The NAMM Show, the world’s largest annual musical instrument and equipment trade event, is postponing its 2022 winter edition at the Anaheim Convention Center from Jan. 20-23 to June 3-5.
The move was prompted by continuing health concerns related to the COVID-19 pandemic in general and the Delta variant specifically. The switch to June will also see the Carlsbad-based NAMM — short for National Association of Music Merchants — fold its smaller annual July NAMM show in Nashville into the new June event in Anaheim.
The decision to move and merge reflects the uncertainty regarding national and international health protocols during the ongoing pandemic. The NAMM Show’s 2019 edition, held at the Anaheim Convention Center and adjacent hotel ballrooms, drew more than 115,000 NAMM members from 120 countries. They gathered to do business and to check out a slew of new instrument lines, sound and lighting gear, digital music technology equipment, and other products coming to market.
“The move from January to June next year is due 100 percent to the pandemic, and there was a big likelihood we would have had to cancel our January 2022 show,” NAMM President and CEO Joe Lamond told the Union-Tribune Thursday. If all goes as hoped, he noted, the nonprofit business organization is planning to resume its January and July shows in Anaheim and Nashville, respectively, in 2023.
“For a large gathering like the NAMM Show, it takes six months to organize it carefully,” Lamond stressed. “With the Delta variant — and possibly other new variants around the corner — we just didn’t have the certainty we could move forward. Global travel bans and restrictions are also a major factor for us.”
The 2021 summer NAMM Show did take place in July in Nashville as an in-person event, but it was scaled back from three days to two and strategically downsized in other ways. In any year, the Nashville show draws about 15,000 NAMM members, one-tenth the amount of its January counterpart in Anaheim.
“Our Nashville show felt very much like the pandemic had never happened,” Lamond said. “A few weeks after that, everything started going in reverse with the Delta variant.”
Because of the pandemic, this year’s January NAMM Show became the first in the 120-year-old organization’s history to be held entirely online. Billed as “Believe in Music,” it was also the first NAMM Show that was free and open to the public, rather than only to dues-paying NAMM members.
Online attendance for the online edition was slightly over 93,000. But it’s unclear how many of those represented NAMM members, doing business virtually, and how many were simply curious members of the public.
“It seems a lot was missed in not having the event in-person. The feeling of many of our members is they would like to get back to an in-person NAMM Show in Anaheim when it is safe to do so,” said Lamond, who in June disclosed his intention to step down next year from his position as the head of NAMM.
‘It’s a great idea’
The online pivot for the January 2021 Anaheim event was a pragmatic decision for NAMM, which reported that the global music equipment and technology industry had revenues of $17.3 billion in 2019, with U.S. sales accounting for nearly $8 billion of that. The total U.S. revenues for 2020 is $7.21 billion; the global tally for 2020 will be announced next week.
NAMM’s decision to push back its 2022 date in Anaheim and consolidate with its July Nashville show was applauded by music industry leaders, including Jamie Deering, the CEO of Spring Valley’s Deering Banjos, and Tom Sumner, the president of Yamaha Corp. of America.
“I think it’s a great idea to move the NAMM Show to June and (merge) with the Nashville NAMM Show,” Deering told the Union-Tribune. “It allows us to put our resources into one event. And it’s a good period of time away from the winter holiday season, which is a notorious time for viruses in general.
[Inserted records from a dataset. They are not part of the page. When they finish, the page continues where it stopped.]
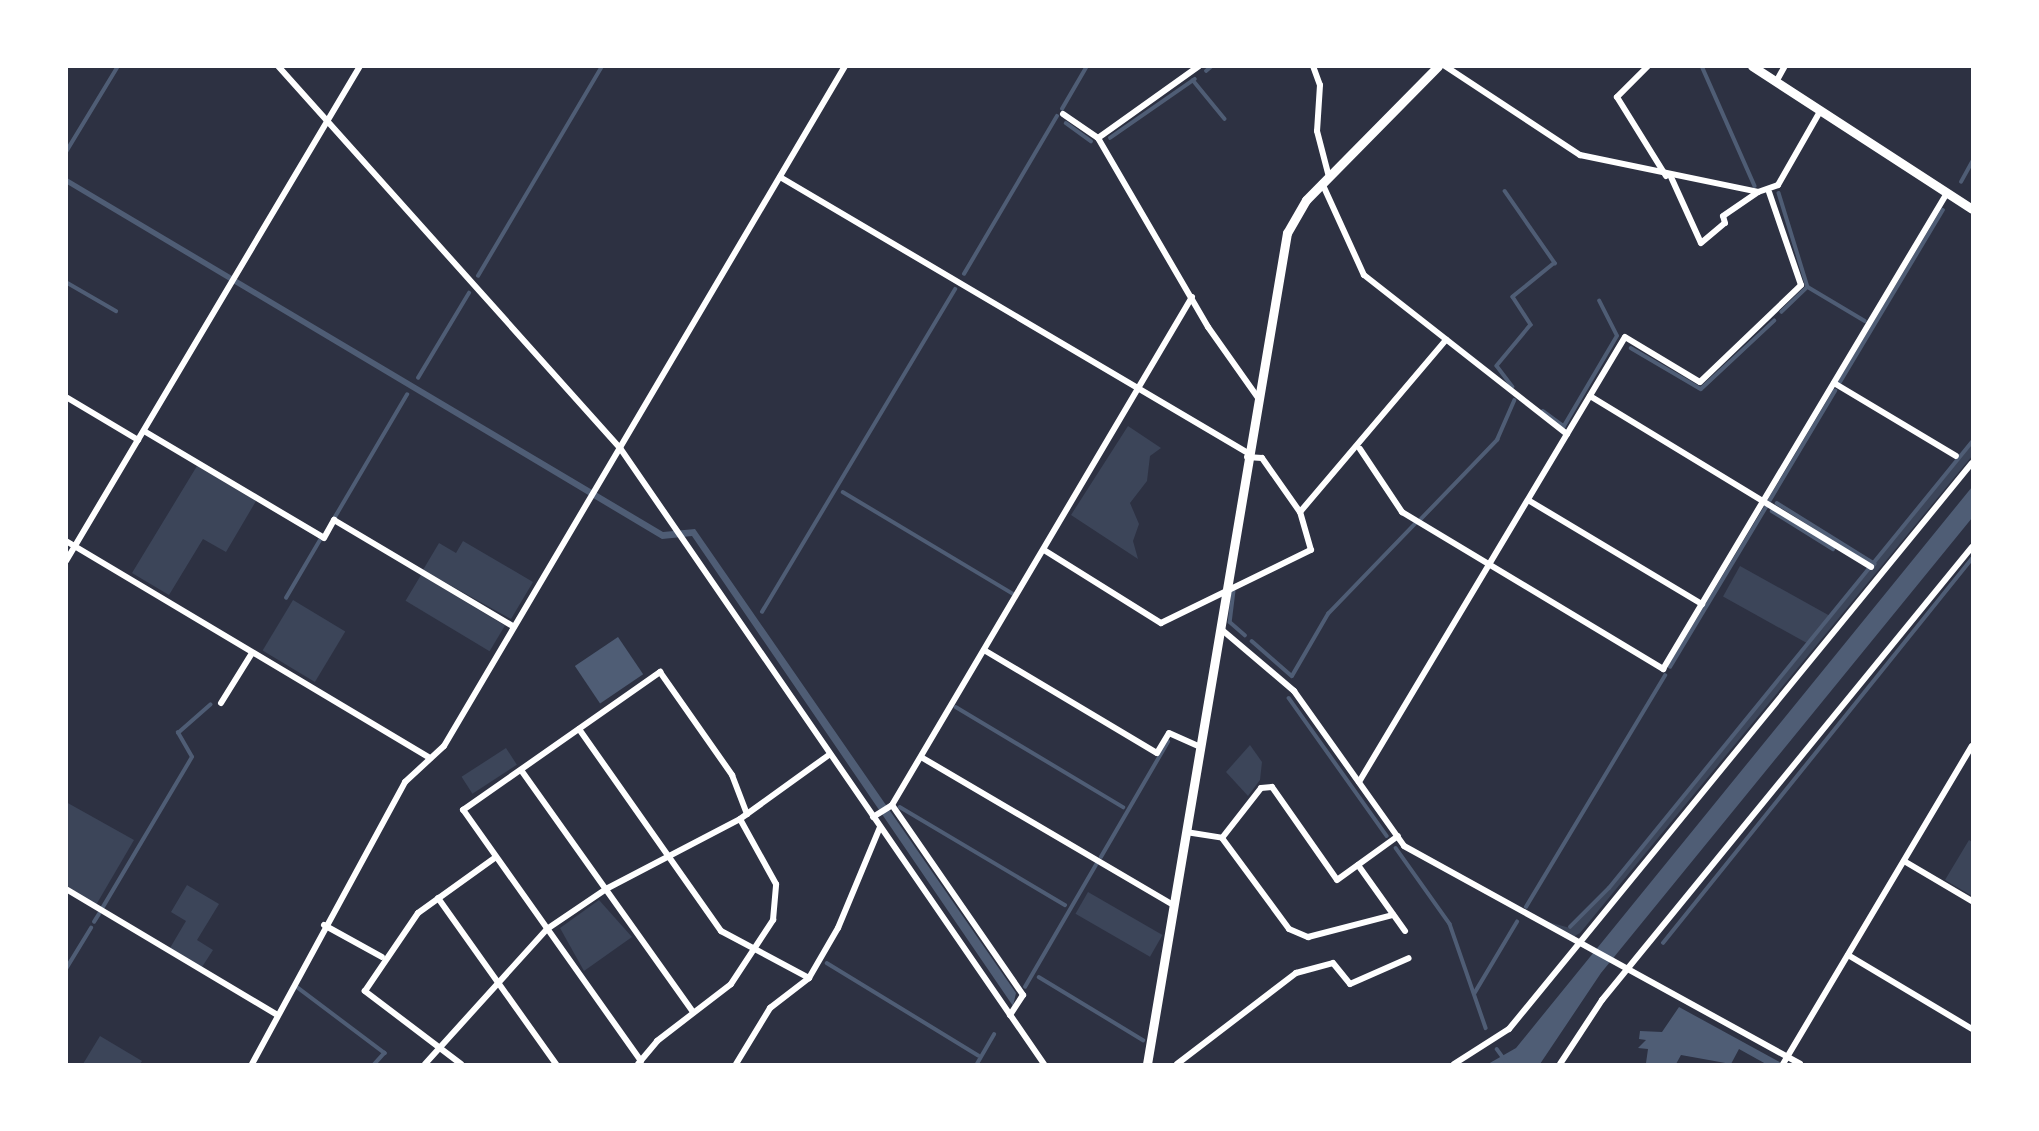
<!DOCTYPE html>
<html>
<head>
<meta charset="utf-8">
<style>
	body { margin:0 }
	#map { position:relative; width:2039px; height:1131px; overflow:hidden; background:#2d3142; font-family:"Exo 2",sans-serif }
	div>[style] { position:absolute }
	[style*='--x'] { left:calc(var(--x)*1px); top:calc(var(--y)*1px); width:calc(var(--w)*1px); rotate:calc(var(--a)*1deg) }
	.green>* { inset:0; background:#3c4559; transform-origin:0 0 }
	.water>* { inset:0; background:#4f5d75; transform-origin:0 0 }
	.stream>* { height:3.5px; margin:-1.75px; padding:0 1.75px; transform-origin:1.75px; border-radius:1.75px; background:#4f5d75 }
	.minor>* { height:6px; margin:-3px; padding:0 3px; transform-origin:3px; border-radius:3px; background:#fff }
	.secondary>* { height:9px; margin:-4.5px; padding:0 4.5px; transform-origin:4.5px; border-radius:4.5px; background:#fff }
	span { translate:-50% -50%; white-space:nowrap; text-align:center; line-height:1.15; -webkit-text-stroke:7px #fff; paint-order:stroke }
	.frame { position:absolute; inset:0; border:68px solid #fff; pointer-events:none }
</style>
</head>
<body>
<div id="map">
	<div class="green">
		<i style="clip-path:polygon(1128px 426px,1161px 448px,1150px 456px,1147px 481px,1130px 503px,1139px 524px,1133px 541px,1138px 559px,1071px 515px)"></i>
		<i style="clip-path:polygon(1972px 444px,1972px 456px,1580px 933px,1573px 937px,1537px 919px,1570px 928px,1610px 889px)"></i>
		<i style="clip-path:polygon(197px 466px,256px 501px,226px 552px,203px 539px,169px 595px,132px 573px)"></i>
		<i style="clip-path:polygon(463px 541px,533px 582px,511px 619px,423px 570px,439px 543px,456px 553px)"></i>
		<i style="left:1740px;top:566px;width:103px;height:35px;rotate:29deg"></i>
		<i style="left:421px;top:575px;width:98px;height:30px;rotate:31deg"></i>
		<i style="left:293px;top:600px;width:61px;height:59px;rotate:31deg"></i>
		<i style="clip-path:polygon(1250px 745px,1262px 762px,1260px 780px,1248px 796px,1226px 772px)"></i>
		<i style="left:506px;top:748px;width:20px;height:53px;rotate:57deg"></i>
		<i style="clip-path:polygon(66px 802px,134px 840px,96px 905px,67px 886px)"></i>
		<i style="clip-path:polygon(1969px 840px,1972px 842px,1972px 896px,1945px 880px)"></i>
		<i style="clip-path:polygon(187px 885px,219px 904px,197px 940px,213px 950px,202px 967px,170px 948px,186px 921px,171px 912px)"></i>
		<i style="left:1088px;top:892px;width:86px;height:25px;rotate:30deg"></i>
		<i style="clip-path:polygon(599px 900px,632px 937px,584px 971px,560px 928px)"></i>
		<i style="clip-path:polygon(100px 1036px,142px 1061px,140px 1064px,83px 1064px)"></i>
	</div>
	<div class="water">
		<i style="clip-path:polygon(67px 178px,663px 532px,695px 529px,1016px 993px,1013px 1006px,692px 536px,662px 539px,67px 184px)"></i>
		<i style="clip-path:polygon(1972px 487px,1972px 518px,1601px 973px,1540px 1064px,1488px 1064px,1516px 1048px)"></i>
		<i style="left:618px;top:637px;width:45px;height:52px;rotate:56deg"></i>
		<i style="clip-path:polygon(1679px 1007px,1783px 1064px,1766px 1064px,1739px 1049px,1731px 1064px,1681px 1055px,1676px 1064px,1637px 1064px,1646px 1063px,1648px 1049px,1638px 1048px,1646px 1040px,1639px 1039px,1640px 1031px,1662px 1032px)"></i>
	</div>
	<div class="stream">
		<i style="--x:1702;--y:66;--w:131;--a:66.2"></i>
		<i style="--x:1206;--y:71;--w:8;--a:-40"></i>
		<i style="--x:1193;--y:80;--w:50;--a:50.6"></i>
		<i style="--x:1062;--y:109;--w:50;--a:-59.8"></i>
		<i style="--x:1066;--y:123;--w:31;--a:36"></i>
		<i style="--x:1110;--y:138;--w:103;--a:-34.8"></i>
		<i style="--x:66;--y:152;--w:100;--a:-58.8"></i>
		<i style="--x:1961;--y:182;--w:23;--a:-61"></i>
		<i style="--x:1505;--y:191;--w:88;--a:55.2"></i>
		<i style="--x:1555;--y:263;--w:54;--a:141"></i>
		<i style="--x:1513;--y:297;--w:33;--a:57"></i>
		<i style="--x:1531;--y:325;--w:53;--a:129.7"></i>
		<i style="--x:1497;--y:366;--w:26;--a:53"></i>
		<i style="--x:1779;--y:193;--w:98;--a:72.9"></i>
		<i style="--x:1808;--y:287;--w:36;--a:136"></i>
		<i style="--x:964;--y:274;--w:183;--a:-59.5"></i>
		<i style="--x:478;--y:276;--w:244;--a:-59.4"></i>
		<i style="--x:66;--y:282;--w:58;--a:30.1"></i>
		<i style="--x:1808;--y:287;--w:66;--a:30.8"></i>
		<i style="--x:1631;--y:348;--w:81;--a:30.4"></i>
		<i style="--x:1701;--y:389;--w:100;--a:-43"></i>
		<i style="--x:418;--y:378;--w:99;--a:-59"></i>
		<i style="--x:1840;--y:382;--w:200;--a:-59.1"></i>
		<i style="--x:1543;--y:411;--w:26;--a:36"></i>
		<i style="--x:1564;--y:426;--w:104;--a:-59.5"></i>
		<i style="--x:1617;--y:336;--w:39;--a:-117"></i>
		<i style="--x:843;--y:492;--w:197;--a:30.9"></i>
		<i style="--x:1770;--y:500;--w:127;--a:-59.2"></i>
		<i style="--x:1777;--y:503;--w:115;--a:31.9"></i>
		<i style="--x:1772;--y:511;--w:72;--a:31.9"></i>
		<i style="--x:335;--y:517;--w:142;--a:-59.5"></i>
		<i style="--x:1421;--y:519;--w:110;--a:-46.1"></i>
		<i style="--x:1497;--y:440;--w:43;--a:-66.4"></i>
		<i style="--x:1234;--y:591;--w:31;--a:97"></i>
		<i style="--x:1230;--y:622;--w:20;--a:41"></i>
		<i style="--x:286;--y:598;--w:67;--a:-59.6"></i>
		<i style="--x:762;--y:612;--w:376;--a:-59.1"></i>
		<i style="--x:1252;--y:641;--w:53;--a:41.2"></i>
		<i style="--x:1292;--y:676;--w:72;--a:-59.9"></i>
		<i style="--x:1328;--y:614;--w:127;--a:-46"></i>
		<i style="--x:1670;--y:667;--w:187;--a:-59"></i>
		<i style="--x:1289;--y:698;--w:169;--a:54.6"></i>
		<i style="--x:956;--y:707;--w:195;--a:30.9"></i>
		<i style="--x:900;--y:807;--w:192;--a:30.7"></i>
		<i style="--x:1396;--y:848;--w:93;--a:54.6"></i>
		<i style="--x:1450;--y:924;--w:110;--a:70.9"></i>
		<i style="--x:1101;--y:857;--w:133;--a:-59.8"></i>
		<i style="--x:103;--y:907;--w:174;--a:-59.3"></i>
		<i style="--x:192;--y:757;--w:28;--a:-120"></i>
		<i style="--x:178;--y:733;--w:43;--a:-41.2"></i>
		<i style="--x:1526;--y:907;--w:270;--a:-59"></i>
		<i style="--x:94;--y:922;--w:9;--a:-58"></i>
		<i style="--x:1570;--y:927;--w:55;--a:-45"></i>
		<i style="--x:1609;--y:888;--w:575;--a:-50.86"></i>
		<i style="--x:1663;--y:943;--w:493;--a:-51.2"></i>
		<i style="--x:827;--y:963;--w:177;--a:31.4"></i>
		<i style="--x:66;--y:969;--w:48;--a:-58.6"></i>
		<i style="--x:1039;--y:977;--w:122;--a:31.2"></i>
		<i style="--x:297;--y:987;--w:110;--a:36.9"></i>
		<i style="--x:385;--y:1053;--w:15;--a:132"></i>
		<i style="--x:1025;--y:987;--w:141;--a:-59.8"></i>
		<i style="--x:1474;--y:994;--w:84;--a:-59.2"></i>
		<i style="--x:1497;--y:1049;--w:19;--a:54"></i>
		<i style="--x:977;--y:1064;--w:34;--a:-60"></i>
	</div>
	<div class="minor">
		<i style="--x:278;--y:66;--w:513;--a:48.16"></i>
		<i style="--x:620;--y:448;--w:748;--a:55.46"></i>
		<i style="--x:1199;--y:66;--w:124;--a:144.5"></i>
		<i style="--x:1098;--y:138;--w:219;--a:59.8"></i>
		<i style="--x:1208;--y:327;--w:87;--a:54.8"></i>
		<i style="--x:1313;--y:66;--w:20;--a:70"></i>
		<i style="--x:1320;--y:85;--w:46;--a:93.7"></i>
		<i style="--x:1317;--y:131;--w:48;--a:75.4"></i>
		<i style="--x:1445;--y:66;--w:162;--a:33.4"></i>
		<i style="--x:1580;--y:155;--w:182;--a:11.7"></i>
		<i style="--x:1758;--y:192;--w:21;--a:-19"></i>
		<i style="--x:1778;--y:185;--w:81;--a:-60.3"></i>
		<i style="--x:1648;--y:66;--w:44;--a:135"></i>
		<i style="--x:1617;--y:97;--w:93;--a:58.2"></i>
		<i style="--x:1776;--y:82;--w:18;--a:-61"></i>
		<i style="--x:1063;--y:114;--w:42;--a:34.4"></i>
		<i style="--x:780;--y:177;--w:543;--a:30.53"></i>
		<i style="--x:1671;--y:177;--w:72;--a:65.6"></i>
		<i style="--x:1701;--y:243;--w:31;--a:-40"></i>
		<i style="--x:1725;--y:223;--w:7;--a:-106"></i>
		<i style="--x:1723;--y:216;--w:42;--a:-34.4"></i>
		<i style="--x:1322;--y:183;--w:101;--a:65.5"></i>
		<i style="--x:1364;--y:275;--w:258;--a:38.1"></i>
		<i style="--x:1834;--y:383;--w:142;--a:30.9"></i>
		<i style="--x:1590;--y:396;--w:329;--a:31.3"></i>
		<i style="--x:66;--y:397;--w:84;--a:30.8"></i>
		<i style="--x:144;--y:431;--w:209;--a:30.7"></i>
		<i style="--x:324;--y:538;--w:21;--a:-61"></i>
		<i style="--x:334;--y:520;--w:209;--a:30.7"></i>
		<i style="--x:1360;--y:449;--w:76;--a:56.3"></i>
		<i style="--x:1402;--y:512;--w:305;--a:31"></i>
		<i style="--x:1663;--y:669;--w:554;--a:-59.18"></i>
		<i style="--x:1247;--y:457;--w:15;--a:4"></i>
		<i style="--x:1262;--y:458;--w:66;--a:54.9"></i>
		<i style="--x:1528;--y:500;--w:203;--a:30.9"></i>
		<i style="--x:66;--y:541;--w:424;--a:30.8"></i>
		<i style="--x:1044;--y:550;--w:138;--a:32"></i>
		<i style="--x:1161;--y:623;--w:167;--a:-26"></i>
		<i style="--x:1311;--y:550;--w:40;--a:-106"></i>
		<i style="--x:1300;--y:512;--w:226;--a:-49.7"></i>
		<i style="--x:66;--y:561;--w:576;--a:-59.29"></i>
		<i style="--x:1221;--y:629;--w:96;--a:40.3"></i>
		<i style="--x:1294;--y:691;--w:190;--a:54.6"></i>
		<i style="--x:1404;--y:846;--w:452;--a:28.8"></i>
		<i style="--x:984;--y:650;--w:201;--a:30.8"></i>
		<i style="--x:1157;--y:753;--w:23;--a:-59"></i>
		<i style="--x:1169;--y:733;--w:35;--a:24"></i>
		<i style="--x:221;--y:703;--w:59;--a:-58.2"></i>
		<i style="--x:579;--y:729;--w:247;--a:54.9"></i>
		<i style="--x:721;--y:931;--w:100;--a:28.1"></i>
		<i style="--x:921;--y:757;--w:292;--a:30.4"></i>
		<i style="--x:521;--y:770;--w:297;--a:54.6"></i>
		<i style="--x:1359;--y:782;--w:518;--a:-59.13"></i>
		<i style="--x:1625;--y:337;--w:87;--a:31"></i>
		<i style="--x:1700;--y:382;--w:140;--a:-43.8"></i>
		<i style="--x:1801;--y:285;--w:98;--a:-109"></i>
		<i style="--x:892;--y:805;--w:231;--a:55.4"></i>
		<i style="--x:1023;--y:995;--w:24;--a:123"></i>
		<i style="--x:873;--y:817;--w:22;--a:-32"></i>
		<i style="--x:892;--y:805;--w:590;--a:-59.44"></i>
		<i style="--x:1186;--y:832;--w:36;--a:9"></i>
		<i style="--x:1222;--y:838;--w:63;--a:-52"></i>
		<i style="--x:1261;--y:788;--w:11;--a:-5"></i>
		<i style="--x:1272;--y:787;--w:113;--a:55"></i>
		<i style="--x:1337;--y:880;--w:75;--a:-35.8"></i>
		<i style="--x:1222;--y:838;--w:113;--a:53.6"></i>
		<i style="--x:1289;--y:929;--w:21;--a:23"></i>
		<i style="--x:1308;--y:937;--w:88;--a:-14.5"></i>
		<i style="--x:1904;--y:861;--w:79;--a:30.5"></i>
		<i style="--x:1358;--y:865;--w:81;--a:54.5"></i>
		<i style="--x:66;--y:889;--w:244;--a:30.8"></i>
		<i style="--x:438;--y:898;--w:204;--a:54.6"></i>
		<i style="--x:324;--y:925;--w:66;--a:28.9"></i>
		<i style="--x:1848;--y:955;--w:144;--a:30.8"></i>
		<i style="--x:641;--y:1061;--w:308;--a:-125.3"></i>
		<i style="--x:463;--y:810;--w:241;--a:-35"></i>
		<i style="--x:660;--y:672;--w:126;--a:55"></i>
		<i style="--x:732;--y:775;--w:42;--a:69"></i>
		<i style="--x:252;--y:1064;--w:321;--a:-61.5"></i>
		<i style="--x:405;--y:782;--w:53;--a:-42.7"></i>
		<i style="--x:444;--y:746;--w:789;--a:-59.47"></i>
		<i style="--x:425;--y:1064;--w:182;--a:-47.9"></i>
		<i style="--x:547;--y:929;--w:71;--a:-34.1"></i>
		<i style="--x:606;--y:889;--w:151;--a:-27.6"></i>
		<i style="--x:740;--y:819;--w:111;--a:-35.8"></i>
		<i style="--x:461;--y:1064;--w:121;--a:-142.8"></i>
		<i style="--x:365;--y:991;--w:94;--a:-55.8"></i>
		<i style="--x:418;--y:913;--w:96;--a:-35.7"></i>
		<i style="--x:638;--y:1064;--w:30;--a:-50"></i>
		<i style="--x:657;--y:1041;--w:93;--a:-37.6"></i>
		<i style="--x:731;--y:984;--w:77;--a:-56.7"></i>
		<i style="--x:773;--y:920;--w:36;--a:-85"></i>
		<i style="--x:776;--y:884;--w:74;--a:-119"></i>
		<i style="--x:736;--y:1064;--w:66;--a:-58.7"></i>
		<i style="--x:770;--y:1008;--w:49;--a:-37.6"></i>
		<i style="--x:809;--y:978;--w:58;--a:-59.9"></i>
		<i style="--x:838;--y:928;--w:109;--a:-67.4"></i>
		<i style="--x:1177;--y:1064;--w:150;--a:-37.4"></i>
		<i style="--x:1296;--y:973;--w:38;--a:-15"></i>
		<i style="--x:1333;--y:963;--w:27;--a:51"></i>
		<i style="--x:1350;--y:984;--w:64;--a:-23.8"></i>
		<i style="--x:1454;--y:1064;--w:65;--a:-32.5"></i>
		<i style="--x:1509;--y:1029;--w:731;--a:-50.72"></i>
		<i style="--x:1560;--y:1064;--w:77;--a:-56.7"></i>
		<i style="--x:1602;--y:1000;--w:585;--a:-50.76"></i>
		<i style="--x:1783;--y:1064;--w:370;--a:-59.3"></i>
	</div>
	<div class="secondary">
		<i style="--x:1752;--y:66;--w:262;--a:33"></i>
		<i style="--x:1147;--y:1064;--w:843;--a:-80.44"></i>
		<i style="--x:1287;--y:233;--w:38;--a:-60"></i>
		<i style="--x:1306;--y:200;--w:188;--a:-45.4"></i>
	</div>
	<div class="frame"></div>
</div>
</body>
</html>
“The Anaheim NAMM Show has always been the biggest and most beneficial for us to be at. So, in the long run, whether it’s held in January or June doesn’t make a difference for us.”
Those sentiments are seconded by Sumner of Yamaha Corp. of America, one of the world’s biggest manufacturers of musical instruments and equipment. Its 2019 global earnings were around $4 billion.
“I think the move to June is a sound move and Yamaha supports it,” said Sumner, speaking from Yamaha’s Buena Park offices. He and NAMM honcho Lamond work closely together as members of the organization’s executive committee.
“We’d like to have an in-person show in 2022,” Sumner continued. “And the only real way we can see to do that is to push it off from January in Anaheim until that late-spring, early-summer time frame.
“The NAMM Show in Anaheim is huge for us and for the entire industry, and Yamaha started our plans for the January 2022 show in July. Because of the pandemic, it was difficult to plan strongly for January. Moving to June gives us a lot more confidence and a lot more runway to put on a really good show.”
While the 2022 NAMM Show in Anaheim will now pivot from January to June, NAMM will host a one-day livestream event of workshops and presentations on Jan. 21, as a streamlined sequel to its January 2021 “Believe in Music” week.
“Whether the pandemic passes quickly or more slowly is the real big question for all of us,” Lamond said. “So, we’ll continue to do what we’re doing now, which is to adapt as quickly as we can as conditions change.”